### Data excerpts

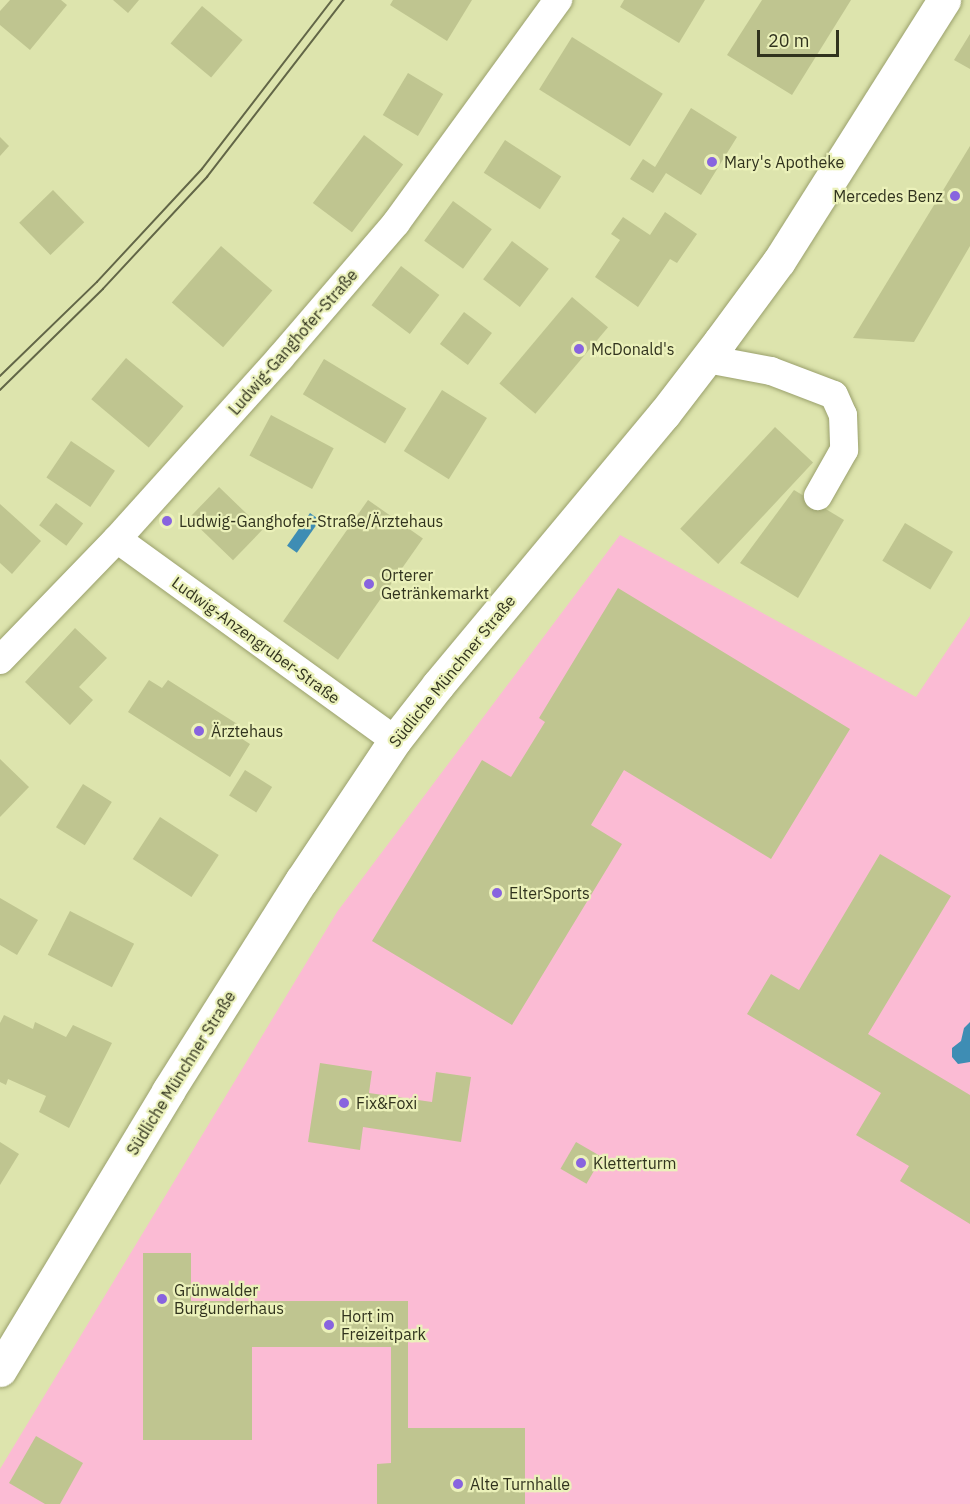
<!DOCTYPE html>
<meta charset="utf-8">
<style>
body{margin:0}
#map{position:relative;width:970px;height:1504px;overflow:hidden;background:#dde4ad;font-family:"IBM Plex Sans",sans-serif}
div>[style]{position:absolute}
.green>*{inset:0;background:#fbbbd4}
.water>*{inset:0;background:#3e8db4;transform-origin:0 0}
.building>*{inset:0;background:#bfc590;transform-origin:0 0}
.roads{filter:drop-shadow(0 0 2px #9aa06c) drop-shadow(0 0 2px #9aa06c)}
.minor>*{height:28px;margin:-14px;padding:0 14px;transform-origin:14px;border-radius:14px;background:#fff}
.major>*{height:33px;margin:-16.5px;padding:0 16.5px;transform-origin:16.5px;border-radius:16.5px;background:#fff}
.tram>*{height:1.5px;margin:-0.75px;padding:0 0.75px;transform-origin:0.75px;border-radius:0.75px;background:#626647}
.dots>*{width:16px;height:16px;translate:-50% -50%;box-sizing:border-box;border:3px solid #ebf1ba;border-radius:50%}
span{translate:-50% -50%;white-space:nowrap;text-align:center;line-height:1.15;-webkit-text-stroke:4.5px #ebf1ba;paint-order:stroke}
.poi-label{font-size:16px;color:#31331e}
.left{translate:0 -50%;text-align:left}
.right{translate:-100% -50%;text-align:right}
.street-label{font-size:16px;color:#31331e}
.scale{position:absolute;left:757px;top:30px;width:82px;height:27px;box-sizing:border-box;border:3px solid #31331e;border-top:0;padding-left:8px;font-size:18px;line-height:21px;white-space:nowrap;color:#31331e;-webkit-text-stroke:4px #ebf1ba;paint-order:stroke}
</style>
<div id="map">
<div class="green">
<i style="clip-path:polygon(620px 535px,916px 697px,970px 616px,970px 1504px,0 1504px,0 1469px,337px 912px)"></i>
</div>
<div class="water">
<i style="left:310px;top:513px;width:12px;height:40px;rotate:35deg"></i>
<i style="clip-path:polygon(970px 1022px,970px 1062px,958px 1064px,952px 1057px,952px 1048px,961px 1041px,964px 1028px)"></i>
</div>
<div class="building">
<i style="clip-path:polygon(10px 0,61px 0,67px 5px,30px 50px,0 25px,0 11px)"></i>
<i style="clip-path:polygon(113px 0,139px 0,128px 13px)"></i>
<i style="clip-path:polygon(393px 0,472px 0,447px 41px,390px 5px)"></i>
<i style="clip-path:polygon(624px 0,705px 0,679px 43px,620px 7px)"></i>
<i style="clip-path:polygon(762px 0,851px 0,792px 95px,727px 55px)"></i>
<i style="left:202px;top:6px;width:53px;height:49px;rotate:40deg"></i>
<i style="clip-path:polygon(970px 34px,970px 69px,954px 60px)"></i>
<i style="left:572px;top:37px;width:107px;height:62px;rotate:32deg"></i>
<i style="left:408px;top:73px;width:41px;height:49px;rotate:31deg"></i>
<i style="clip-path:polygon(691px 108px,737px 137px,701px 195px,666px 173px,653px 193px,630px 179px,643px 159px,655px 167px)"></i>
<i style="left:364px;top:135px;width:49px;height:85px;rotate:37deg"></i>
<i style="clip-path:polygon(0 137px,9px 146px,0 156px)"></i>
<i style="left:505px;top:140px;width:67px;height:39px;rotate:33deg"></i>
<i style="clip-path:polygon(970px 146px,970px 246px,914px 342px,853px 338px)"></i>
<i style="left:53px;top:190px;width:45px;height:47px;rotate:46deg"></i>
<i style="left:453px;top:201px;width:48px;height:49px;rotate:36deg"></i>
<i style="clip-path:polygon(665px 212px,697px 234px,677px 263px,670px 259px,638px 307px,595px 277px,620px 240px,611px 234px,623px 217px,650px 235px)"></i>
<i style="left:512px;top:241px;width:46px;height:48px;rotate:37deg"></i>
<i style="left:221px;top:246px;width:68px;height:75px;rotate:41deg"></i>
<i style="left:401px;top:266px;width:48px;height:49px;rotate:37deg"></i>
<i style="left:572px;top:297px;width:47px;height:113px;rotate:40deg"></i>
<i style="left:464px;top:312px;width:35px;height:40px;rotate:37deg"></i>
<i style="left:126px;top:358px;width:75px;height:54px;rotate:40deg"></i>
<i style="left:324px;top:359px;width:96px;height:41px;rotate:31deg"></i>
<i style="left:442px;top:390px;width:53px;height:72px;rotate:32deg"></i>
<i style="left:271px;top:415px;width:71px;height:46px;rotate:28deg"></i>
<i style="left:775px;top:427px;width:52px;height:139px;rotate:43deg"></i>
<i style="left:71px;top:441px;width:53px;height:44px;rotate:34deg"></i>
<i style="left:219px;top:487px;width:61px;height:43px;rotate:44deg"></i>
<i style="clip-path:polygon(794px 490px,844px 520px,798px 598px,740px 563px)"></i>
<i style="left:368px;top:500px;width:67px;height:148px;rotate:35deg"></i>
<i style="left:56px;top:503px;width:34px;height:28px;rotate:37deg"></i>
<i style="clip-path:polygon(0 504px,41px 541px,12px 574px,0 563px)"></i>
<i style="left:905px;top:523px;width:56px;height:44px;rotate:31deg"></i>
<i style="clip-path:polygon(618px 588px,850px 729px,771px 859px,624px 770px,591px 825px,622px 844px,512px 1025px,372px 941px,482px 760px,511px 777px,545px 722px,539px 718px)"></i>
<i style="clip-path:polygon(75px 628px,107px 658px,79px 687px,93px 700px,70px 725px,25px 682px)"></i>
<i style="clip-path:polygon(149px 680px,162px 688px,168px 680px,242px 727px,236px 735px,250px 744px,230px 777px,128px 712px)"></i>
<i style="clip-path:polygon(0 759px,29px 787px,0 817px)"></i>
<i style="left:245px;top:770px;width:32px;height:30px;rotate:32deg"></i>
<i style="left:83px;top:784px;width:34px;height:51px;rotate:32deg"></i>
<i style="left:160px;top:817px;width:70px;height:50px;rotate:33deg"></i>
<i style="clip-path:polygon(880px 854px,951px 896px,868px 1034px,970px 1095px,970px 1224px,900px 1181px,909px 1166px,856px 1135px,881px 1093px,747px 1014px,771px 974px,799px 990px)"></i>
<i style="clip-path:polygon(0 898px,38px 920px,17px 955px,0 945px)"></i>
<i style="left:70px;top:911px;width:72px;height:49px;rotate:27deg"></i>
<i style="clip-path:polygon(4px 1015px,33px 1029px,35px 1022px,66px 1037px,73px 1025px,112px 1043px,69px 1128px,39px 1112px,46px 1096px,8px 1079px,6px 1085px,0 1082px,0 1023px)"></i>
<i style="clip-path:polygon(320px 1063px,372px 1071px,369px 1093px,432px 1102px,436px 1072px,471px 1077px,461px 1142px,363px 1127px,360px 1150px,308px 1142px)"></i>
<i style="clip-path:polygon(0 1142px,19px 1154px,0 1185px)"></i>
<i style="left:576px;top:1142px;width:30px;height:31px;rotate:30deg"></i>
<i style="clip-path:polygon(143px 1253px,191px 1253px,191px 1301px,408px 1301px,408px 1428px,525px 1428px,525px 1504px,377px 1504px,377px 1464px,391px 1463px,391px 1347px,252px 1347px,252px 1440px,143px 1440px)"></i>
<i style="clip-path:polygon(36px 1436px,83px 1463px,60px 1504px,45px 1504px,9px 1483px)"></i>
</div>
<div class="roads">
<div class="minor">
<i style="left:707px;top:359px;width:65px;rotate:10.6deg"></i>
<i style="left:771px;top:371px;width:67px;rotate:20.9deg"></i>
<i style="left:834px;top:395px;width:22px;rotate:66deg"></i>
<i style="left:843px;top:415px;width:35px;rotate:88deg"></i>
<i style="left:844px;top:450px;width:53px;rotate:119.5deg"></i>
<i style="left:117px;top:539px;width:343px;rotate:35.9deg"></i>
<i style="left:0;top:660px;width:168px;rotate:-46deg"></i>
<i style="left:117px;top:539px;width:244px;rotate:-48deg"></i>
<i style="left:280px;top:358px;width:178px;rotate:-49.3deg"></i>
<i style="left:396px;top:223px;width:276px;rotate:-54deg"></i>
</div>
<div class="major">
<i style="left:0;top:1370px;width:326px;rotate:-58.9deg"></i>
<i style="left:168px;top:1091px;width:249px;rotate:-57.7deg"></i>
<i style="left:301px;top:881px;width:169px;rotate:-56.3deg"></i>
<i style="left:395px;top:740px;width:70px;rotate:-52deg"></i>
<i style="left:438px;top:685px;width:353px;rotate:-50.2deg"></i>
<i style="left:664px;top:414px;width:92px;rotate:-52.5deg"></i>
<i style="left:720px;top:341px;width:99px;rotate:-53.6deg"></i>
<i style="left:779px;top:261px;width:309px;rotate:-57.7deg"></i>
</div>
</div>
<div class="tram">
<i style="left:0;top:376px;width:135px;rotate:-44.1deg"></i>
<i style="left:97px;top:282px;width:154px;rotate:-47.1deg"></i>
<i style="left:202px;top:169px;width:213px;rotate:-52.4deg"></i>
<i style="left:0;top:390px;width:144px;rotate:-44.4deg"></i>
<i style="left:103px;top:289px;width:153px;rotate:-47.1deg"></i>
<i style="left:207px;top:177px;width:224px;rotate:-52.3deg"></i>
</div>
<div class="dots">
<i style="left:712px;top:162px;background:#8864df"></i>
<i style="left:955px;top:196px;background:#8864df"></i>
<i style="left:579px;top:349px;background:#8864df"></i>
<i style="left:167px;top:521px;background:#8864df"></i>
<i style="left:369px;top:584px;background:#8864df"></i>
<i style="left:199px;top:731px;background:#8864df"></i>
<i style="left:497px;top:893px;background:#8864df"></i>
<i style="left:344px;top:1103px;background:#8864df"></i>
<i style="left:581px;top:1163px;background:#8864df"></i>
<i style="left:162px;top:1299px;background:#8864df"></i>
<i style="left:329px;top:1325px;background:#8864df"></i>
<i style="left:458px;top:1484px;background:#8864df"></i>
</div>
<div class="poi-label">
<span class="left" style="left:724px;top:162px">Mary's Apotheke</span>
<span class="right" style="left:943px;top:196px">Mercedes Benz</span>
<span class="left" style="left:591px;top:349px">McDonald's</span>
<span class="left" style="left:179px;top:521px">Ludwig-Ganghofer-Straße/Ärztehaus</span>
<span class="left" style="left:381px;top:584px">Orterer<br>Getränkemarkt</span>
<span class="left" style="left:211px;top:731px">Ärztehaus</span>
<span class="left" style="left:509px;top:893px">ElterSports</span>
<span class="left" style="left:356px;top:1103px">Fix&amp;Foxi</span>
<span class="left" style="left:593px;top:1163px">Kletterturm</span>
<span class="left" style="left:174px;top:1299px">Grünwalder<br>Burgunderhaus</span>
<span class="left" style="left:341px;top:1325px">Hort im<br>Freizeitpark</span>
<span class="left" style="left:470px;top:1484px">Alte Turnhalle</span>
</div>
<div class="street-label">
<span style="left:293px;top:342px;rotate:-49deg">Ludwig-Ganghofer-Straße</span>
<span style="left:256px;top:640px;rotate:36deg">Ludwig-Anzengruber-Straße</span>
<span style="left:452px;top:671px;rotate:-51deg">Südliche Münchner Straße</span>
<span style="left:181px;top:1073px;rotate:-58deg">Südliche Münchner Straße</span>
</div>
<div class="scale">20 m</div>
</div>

### EXERCISE REQUIREMENTS
Tally the lines of the records holding the word "water", then state only the tally.

### ANSWER TO THIS EXERCISE
2